When the Republic of Korea Navy (ROKN), founded as the Korean Coast Guard 11 Nov 1945 with some captured Japanese coastal vessels, stood up in 1949, their first modern acquisition was a 600-ton submarine chaser, the former USS PC-823, which was bought with money raised by subscription and dubbed ROKS Baekdusan (PC 701).
Throughout the next several generations, the primary source of warships for the ROKN was the U.S. Navy with a host of surplus Fletcher, Sumner and Gearing-class destroyers and WWII-era amphibs and submarines.
In the late 1970’s, Park Chung-hee made it a point to start building indigenous vessels and the first major all-South Korean-made naval vessel, the frigate ROKS Ulsan (FF 951), was commissioned in 1980.
Now the fleet is all-ROK with the retirement of the last former U.S. Navy ship.
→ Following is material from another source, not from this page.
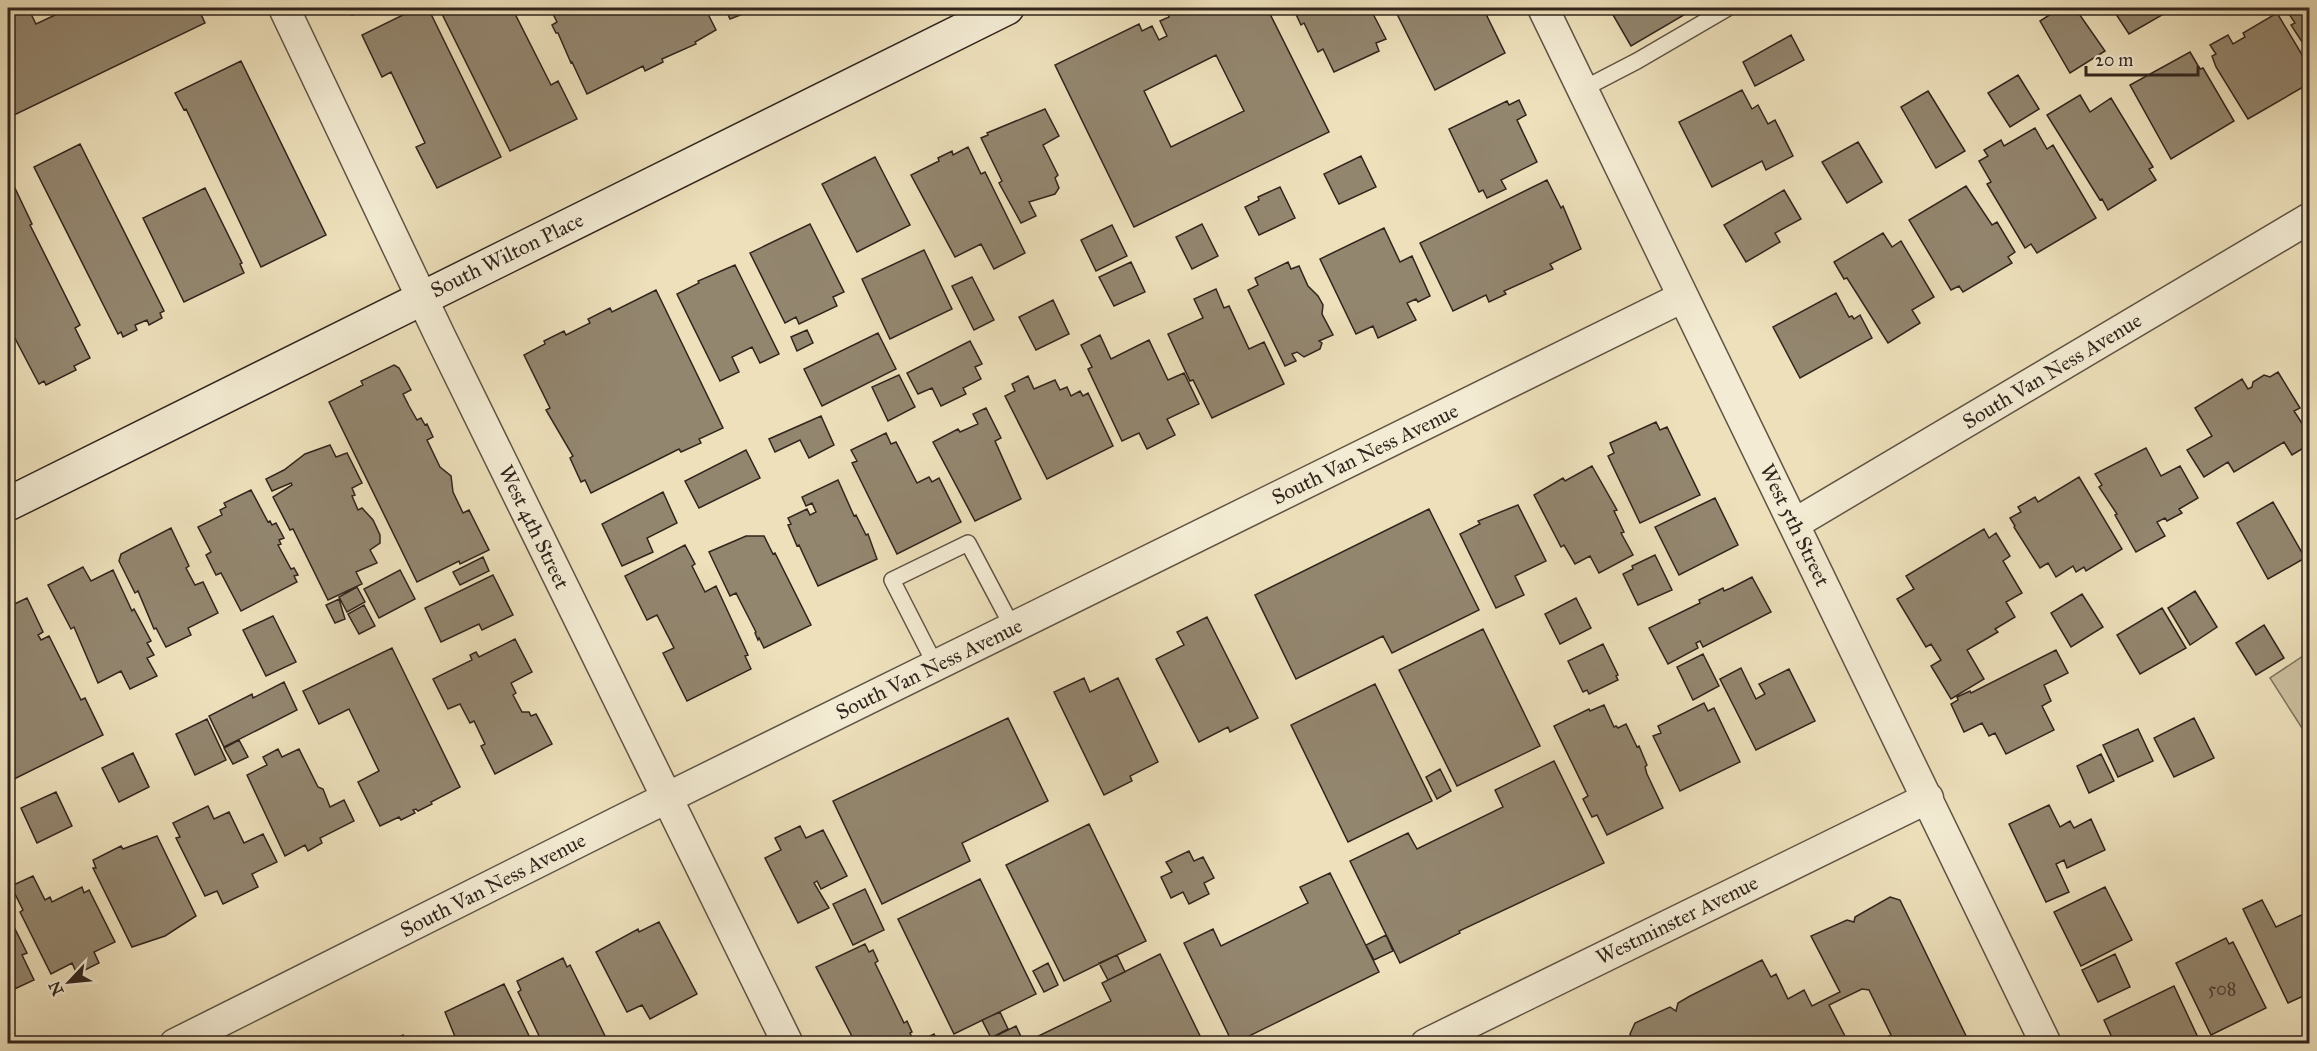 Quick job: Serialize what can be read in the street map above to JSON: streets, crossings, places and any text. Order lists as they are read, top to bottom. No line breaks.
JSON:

Built at Brooke Marine, Oulton Broad, Lowestoft, United Kingdom, the 3,100-ton salvage ship was commissioned 22 January 1972 in the U.S. Navy and spent her entire career in the Pacific, notably participating as a support ship for the minesweepers engaged in Operation End Sweep, the removal of mines from Haiphong harbor in North Vietnam.
Decommissioned on 8 March 1996 and struck from the Navy List, she was disposed of through the Security Assistance Program, transfer and cash sale of the hull to the Republic of Korea Navy who recommissioned her ROKS Peyongtaek on 1 April 1997.
Now she will become razor blades.
Interestingly, Beaufort/Peyongtaek‘s class leader USS Edenton (ATS-1), struck from the Navy List 29 December 1997 after 26 years active duty, was turned over to the U.S. Coast Guard 10 July 1999 and, recommissioned as the medium endurance cutter USCGC Alex Haley (WMEC-39), is “The Bulldog of the Bering” based out of Kodiak, Alaska.
She is not expected to decommission for another decade or so.
Maybe the South Koreans will let the USCG go over Peyongtaek for spare parts before they send her to the breakers.